Segment Start: Supplied entries

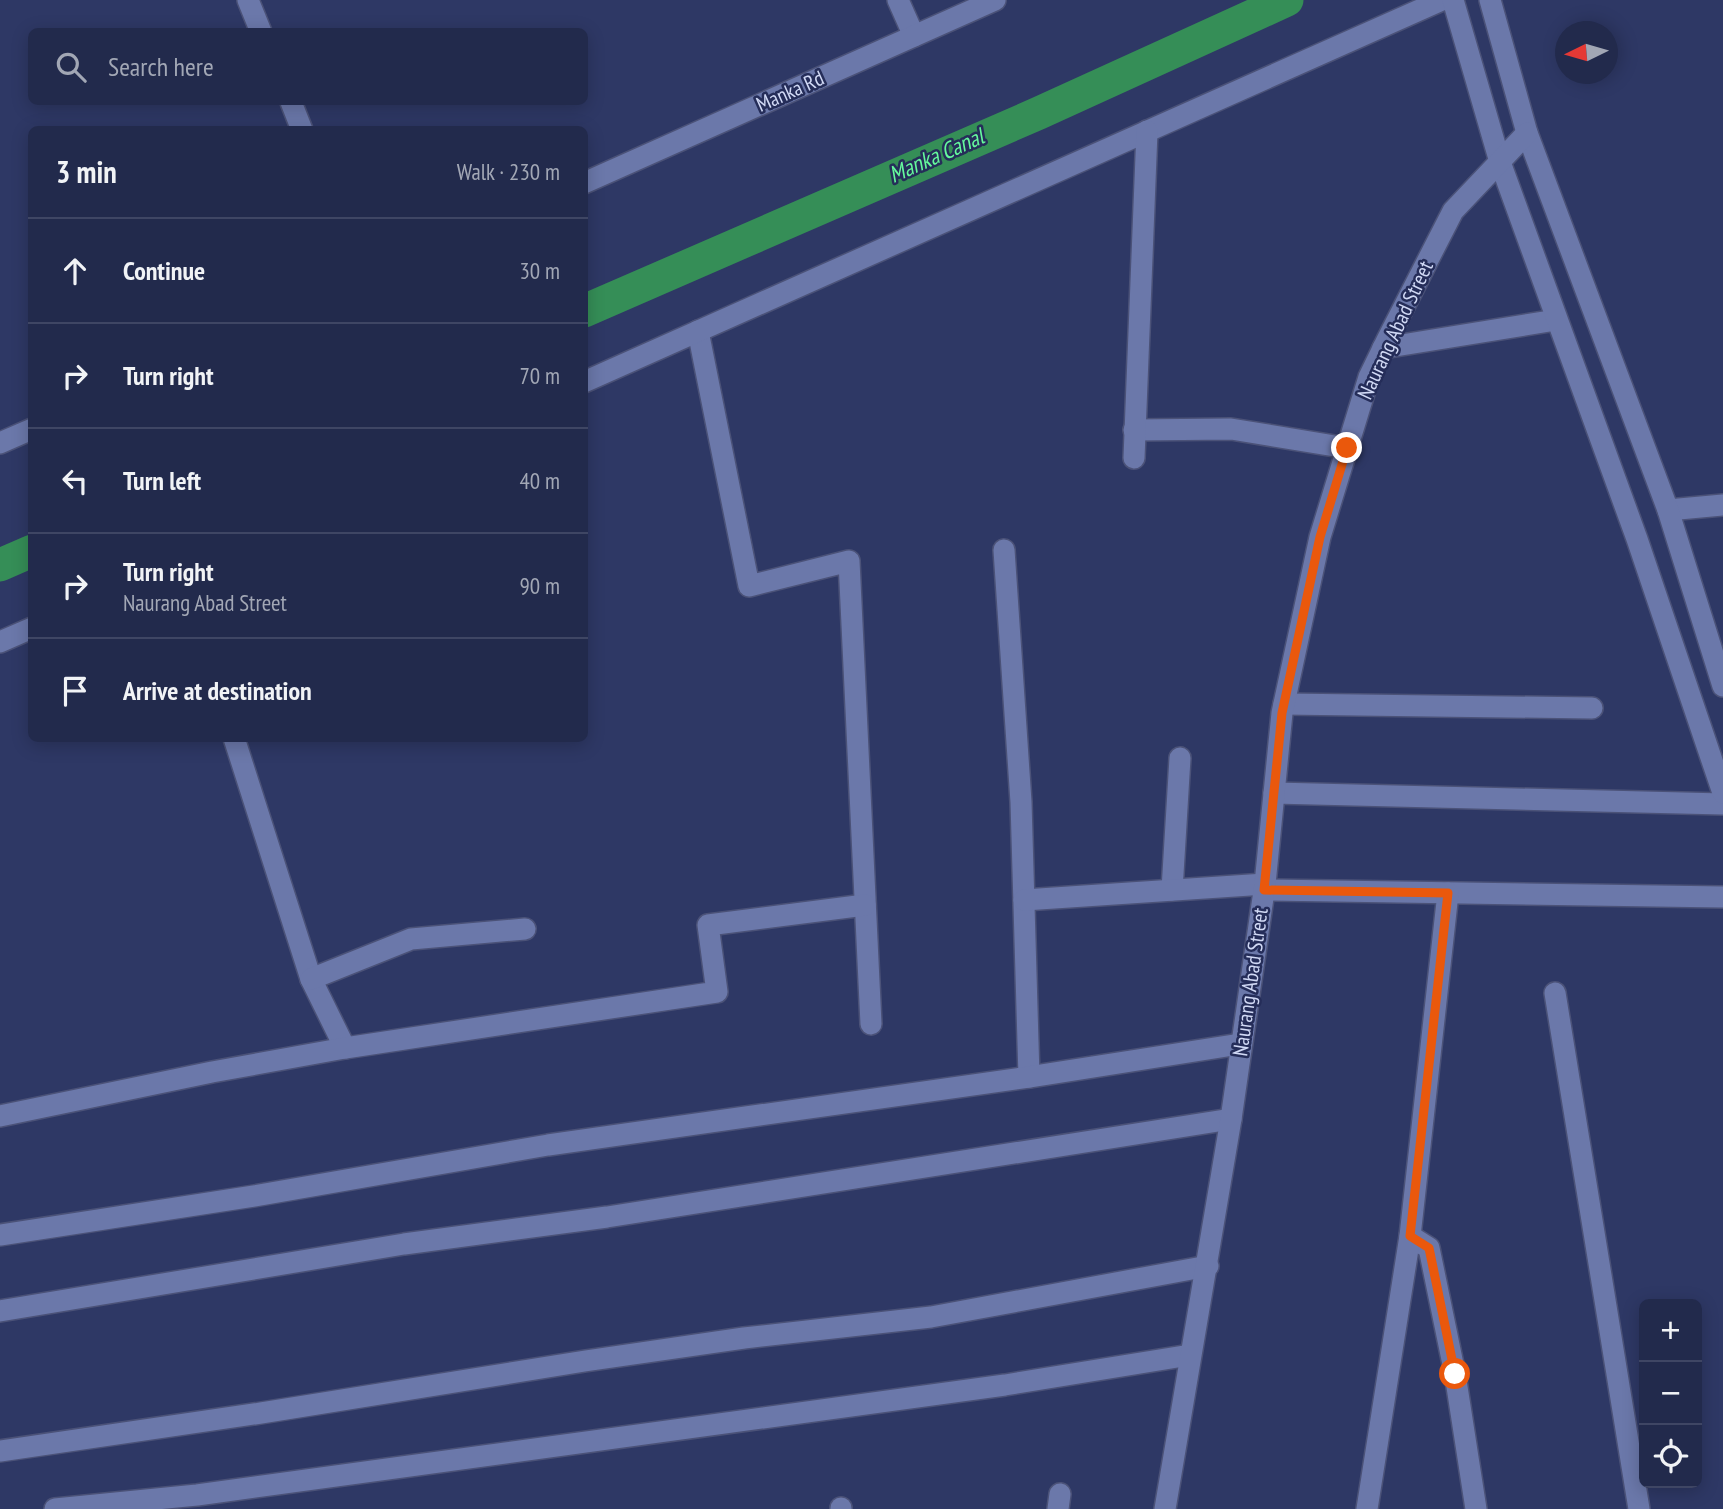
<!DOCTYPE html>
<html lang="en">
<head>
<meta charset="utf-8">
<style>
	body { margin:0; font-family:"PT Sans Narrow",sans-serif; background:#2a3253; color:#f1f3f6 }
	.controls { position:absolute; right:21px; bottom:21px; display:grid; overflow:hidden; border-radius:10px; box-shadow:0 4px 18px #0003 }
	.controls button { width:63px; height:63px; display:grid; place-items:center; padding:0; border:0; border-bottom:2px solid #3f4664; background:#222a4c; color:#f1f3f6; font:35px sans-serif }
	.compass { position:absolute; left:1555px; top:21px; width:63px; height:63px; border-radius:50%; background:#222a4c; box-shadow:0 4px 18px #0003; rotate:265deg }
	.stop { position:absolute; width:21px; height:21px; margin:-16px; border:5px solid #ea580c; border-radius:50%; background:#fff }
	.stop.end { background:#ea580c; border-color:#fff; box-shadow:0 2px 7px #0008 }
	.list { margin:0; padding:0; list-style:none }
	h2 { display:flex; justify-content:space-between; align-items:center; height:91px; margin:0; padding:0 28px; font-size:30px }
	h2 small { font-size:23px; font-weight:400; color:#a2a7b5 }
	.list li { display:grid; grid-template-columns:46px 1fr auto; gap:21px; align-items:center; box-sizing:border-box; height:105px; padding:0 28px; border-top:2px solid #3f4664 }
	.list b { display:block; font-size:26px; white-space:nowrap }
	.list p { margin:0; font-size:23px; white-space:nowrap; color:#a2a7b5 }
	.list em { font-size:23px; font-style:normal; color:#a2a7b5 }
	.icon { flex:none; width:38px; height:38px; fill:none; stroke:currentColor; stroke-width:2; stroke-linecap:round; stroke-linejoin:round }
	.map { position:relative; flex:none; width:1723px; height:1509px; overflow:hidden }
	.search { position:absolute; background:#222a4c; box-shadow:0 4px 18px #0003; left:28px; top:28px; width:560px; height:77px; display:flex; align-items:center; gap:18px; box-sizing:border-box; padding:0 24px; border-radius:10px; color:#a2a7b5; font-size:26px }
	.panel { position:absolute; background:#222a4c; box-shadow:0 4px 18px #0003; left:28px; top:126px; width:560px; height:616px; border-radius:10px }
	.map>svg:first-child { display:block }
	.lines { fill:none; stroke-linecap:round; stroke-linejoin:round }
	.canal { stroke:#358e57; stroke-width:33 }
	.street-casing { stroke:#4b5278; stroke-width:24 }
	.secondary-casing { stroke:#4b5278; stroke-width:24 }
	.street { stroke:#6b78aa; stroke-width:21 }
	.secondary { stroke:#6b78aa; stroke-width:21 }
	.route { stroke:#ea580c; stroke-width:9 }
	.labels { text-anchor:middle; dominant-baseline:central; stroke-width:5; stroke-linejoin:round; paint-order:stroke }
	.street-label { font-size:21px; fill:#d1d9f5; stroke:#252d59 }
	.water-label { font-size:23px; font-style:italic; fill:#65f99c; stroke:#252d59 }
</style>
</head>
<body>
<div class="map">
<svg width="1723" height="1509" viewBox="0 0 1723 1509">
	<rect width="100%" height="100%" fill="#2e3865"/>
	<g class="lines">
		<g class="canal">
			<path d="M584,311L1039,113L1287,0"/>
			<path d="M0,565L32,551"/>
		</g>
		<defs>
			<g id="street">
				<path d="M248,0L261,32"/>
				<path d="M898,0L914,36"/>
				<path d="M291,102L302,130"/>
				<path d="M698,331L749,586L849,561L871,1024"/>
				<path d="M1383,348L1556,320"/>
				<path d="M584,382L1442,0"/>
				<path d="M1134,430L1231,429L1347,448"/>
				<path d="M1134,458L1147,131"/>
				<path d="M1668,510L1723,505"/>
				<path d="M1004,550L1021,802L1029,1077"/>
				<path d="M0,642L32,628"/>
				<path d="M1284,704L1592,708"/>
				<path d="M234,738L311,979L345,1048"/>
				<path d="M1274,793L1723,804"/>
				<path d="M1172,890L1180,758"/>
				<path d="M1264,890L1723,897"/>
				<path d="M1024,900L1265,884"/>
				<path d="M311,979L411,939L525,929"/>
				<path d="M1555,993L1639,1509"/>
				<path d="M0,1116L212,1072L345,1048L717,992L708,925L865,905"/>
				<path d="M0,1235L254,1196L548,1145L1029,1077L1240,1044"/>
				<path d="M1410,1236L1429,1248L1455,1374L1476,1509"/>
				<path d="M0,1311L404,1244L607,1217L1231,1119"/>
				<path d="M0,1451L261,1413L585,1361L744,1338L931,1317L1208,1266"/>
				<path d="M841,1508V1509"/>
				<path d="M55,1509L197,1495L402,1467L1005,1385L1190,1355"/>
				<path d="M1058,1509L1060,1494"/>
				<path d="M1367,1509L1410,1236L1448,893"/>
			</g>
			<g id="secondary">
				<path d="M1453,0L1500,162L1637,539L1723,793"/>
				<path d="M1490,0L1527,133L1668,510L1723,686"/>
				<path d="M584,183L995,0"/>
				<path d="M0,443L32,429"/>
				<path d="M1165,1509L1231,1119L1265,884L1282,713L1320,537L1369,377L1387,340L1453,211L1527,133"/>
			</g>
		</defs>
		<use href="#street" class="street-casing"/>
		<use href="#secondary" class="secondary-casing"/>
		<use href="#street" class="street"/>
		<use href="#secondary" class="secondary"/>
	</g>
	<g class="lines">
		<path class="route" d="M1347,448L1320,537L1282,713L1264,890L1448,893L1410,1236L1429,1248L1455,1374"/>
	</g>
	<g class="labels">
		<g class="street-label">
			<text transform="translate(790 91) rotate(-24)">Manka Rd</text>
			<text transform="translate(1395 330) rotate(-65)">Naurang Abad Street</text>
			<text transform="translate(1250 982) rotate(-82)">Naurang Abad Street</text>
		</g>
		<g class="water-label">
			<text transform="translate(936 155) rotate(-24)">Manka Canal</text>
		</g>
	</g>
</svg>
<div class="controls">
<button>+</button>
<button>−</button>
<button><svg class="icon" aria-label="locate" viewBox="0 0 24 24"><circle cx="12" cy="12" r="6"/><path d="M12 2v4M12 18v4M2 12h4M18 12h4"/></svg></button>
</div>
<svg class="compass" viewBox="-18 -18 36 36"><path d="M0-13l5 13h-10z" fill="#e53935"/><path d="M0 13l5-13h-10z" fill="#a2a7b5"/></svg>
<div class="stop" style="left:1455px;top:1374px"></div>
<div class="stop end" style="left:1347px;top:448px"></div>
<div class="search"><svg class="icon" aria-label="search" viewBox="0 0 24 24"><circle cx="10" cy="10" r="6"/><path d="M15 15l6 6"/></svg>Search here</div>
<section class="panel">
<h2>3 min<small>Walk · 230 m</small></h2>
<ul class="list">
<li><svg class="icon" aria-label="ahead" viewBox="0 0 24 24"><path d="M12 20V5M6 11l6-6 6 6"/></svg><div><b>Continue</b></div><em>30 m</em></li>
<li><svg class="icon" aria-label="right" viewBox="0 0 24 24"><path d="M7 20v-9h11M14 6l5 5-5 5"/></svg><div><b>Turn right</b></div><em>70 m</em></li>
<li><svg class="icon" aria-label="left" viewBox="0 0 24 24"><path d="M17 20v-9H6M10 6l-5 5 5 5"/></svg><div><b>Turn left</b></div><em>40 m</em></li>
<li><svg class="icon" aria-label="right" viewBox="0 0 24 24"><path d="M7 20v-9h11M14 6l5 5-5 5"/></svg><div><b>Turn right</b><p>Naurang Abad Street</p></div><em>90 m</em></li>
<li><svg class="icon" aria-label="arrive" viewBox="0 0 24 24"><path d="M6 21V4h12l-3 4 3 4H6"/></svg><div><b>Arrive at destination</b></div></li>
</ul>
</section>
</div>
</body>
</html>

Segment End: Supplied entries

Task to carry out: Repeat the lines of the listing above verbatim, beginning at its first line and ending at the line containing "width:63px; height:63px; display:grid;", which is included. Omit pictures.

Response for this exercise:
<!DOCTYPE html>
<html lang="en">
<head>
<meta charset="utf-8">
<style>
	body { margin:0; font-family:"PT Sans Narrow",sans-serif; background:#2a3253; color:#f1f3f6 }
	.controls { position:absolute; right:21px; bottom:21px; display:grid; overflow:hidden; border-radius:10px; box-shadow:0 4px 18px #0003 }
	.controls button { width:63px; height:63px; display:grid; place-items:center; padding:0; border:0; border-bottom:2px solid #3f4664; background:#222a4c; color:#f1f3f6; font:35px sans-serif }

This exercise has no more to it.